■ **Records shown**:

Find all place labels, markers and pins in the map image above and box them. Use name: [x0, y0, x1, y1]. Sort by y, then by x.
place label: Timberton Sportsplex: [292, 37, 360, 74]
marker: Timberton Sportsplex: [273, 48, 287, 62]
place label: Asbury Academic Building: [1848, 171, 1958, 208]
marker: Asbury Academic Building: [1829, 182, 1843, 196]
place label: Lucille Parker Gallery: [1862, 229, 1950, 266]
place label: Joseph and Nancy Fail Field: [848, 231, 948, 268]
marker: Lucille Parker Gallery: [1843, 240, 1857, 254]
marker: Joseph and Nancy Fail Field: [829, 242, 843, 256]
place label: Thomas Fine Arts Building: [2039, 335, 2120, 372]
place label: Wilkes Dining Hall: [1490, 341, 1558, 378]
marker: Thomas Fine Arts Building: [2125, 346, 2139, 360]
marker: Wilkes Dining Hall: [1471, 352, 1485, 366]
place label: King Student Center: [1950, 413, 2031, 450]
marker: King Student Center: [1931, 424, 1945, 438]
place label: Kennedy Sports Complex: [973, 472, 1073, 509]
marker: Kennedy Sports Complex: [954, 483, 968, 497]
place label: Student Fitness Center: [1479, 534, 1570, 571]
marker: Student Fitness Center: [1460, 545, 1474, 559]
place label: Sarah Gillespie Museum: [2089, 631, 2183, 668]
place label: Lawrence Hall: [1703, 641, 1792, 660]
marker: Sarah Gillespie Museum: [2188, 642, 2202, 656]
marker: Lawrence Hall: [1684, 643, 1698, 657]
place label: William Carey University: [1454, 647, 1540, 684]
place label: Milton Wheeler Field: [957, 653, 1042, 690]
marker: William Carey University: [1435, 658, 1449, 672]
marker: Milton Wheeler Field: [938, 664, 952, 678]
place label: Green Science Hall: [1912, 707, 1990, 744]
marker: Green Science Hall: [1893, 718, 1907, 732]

■ **Task brief**:
The records are to be repeated in full, exactly as they stand.

■ **The answer**:
Find all place labels, markers and pins in the map image above and box them. Use name: [x0, y0, x1, y1]. Sort by y, then by x.
place label: Timberton Sportsplex: [292, 37, 360, 74]
marker: Timberton Sportsplex: [273, 48, 287, 62]
place label: Asbury Academic Building: [1848, 171, 1958, 208]
marker: Asbury Academic Building: [1829, 182, 1843, 196]
place label: Lucille Parker Gallery: [1862, 229, 1950, 266]
place label: Joseph and Nancy Fail Field: [848, 231, 948, 268]
marker: Lucille Parker Gallery: [1843, 240, 1857, 254]
marker: Joseph and Nancy Fail Field: [829, 242, 843, 256]
place label: Thomas Fine Arts Building: [2039, 335, 2120, 372]
place label: Wilkes Dining Hall: [1490, 341, 1558, 378]
marker: Thomas Fine Arts Building: [2125, 346, 2139, 360]
marker: Wilkes Dining Hall: [1471, 352, 1485, 366]
place label: King Student Center: [1950, 413, 2031, 450]
marker: King Student Center: [1931, 424, 1945, 438]
place label: Kennedy Sports Complex: [973, 472, 1073, 509]
marker: Kennedy Sports Complex: [954, 483, 968, 497]
place label: Student Fitness Center: [1479, 534, 1570, 571]
marker: Student Fitness Center: [1460, 545, 1474, 559]
place label: Sarah Gillespie Museum: [2089, 631, 2183, 668]
place label: Lawrence Hall: [1703, 641, 1792, 660]
marker: Sarah Gillespie Museum: [2188, 642, 2202, 656]
marker: Lawrence Hall: [1684, 643, 1698, 657]
place label: William Carey University: [1454, 647, 1540, 684]
place label: Milton Wheeler Field: [957, 653, 1042, 690]
marker: William Carey University: [1435, 658, 1449, 672]
marker: Milton Wheeler Field: [938, 664, 952, 678]
place label: Green Science Hall: [1912, 707, 1990, 744]
marker: Green Science Hall: [1893, 718, 1907, 732]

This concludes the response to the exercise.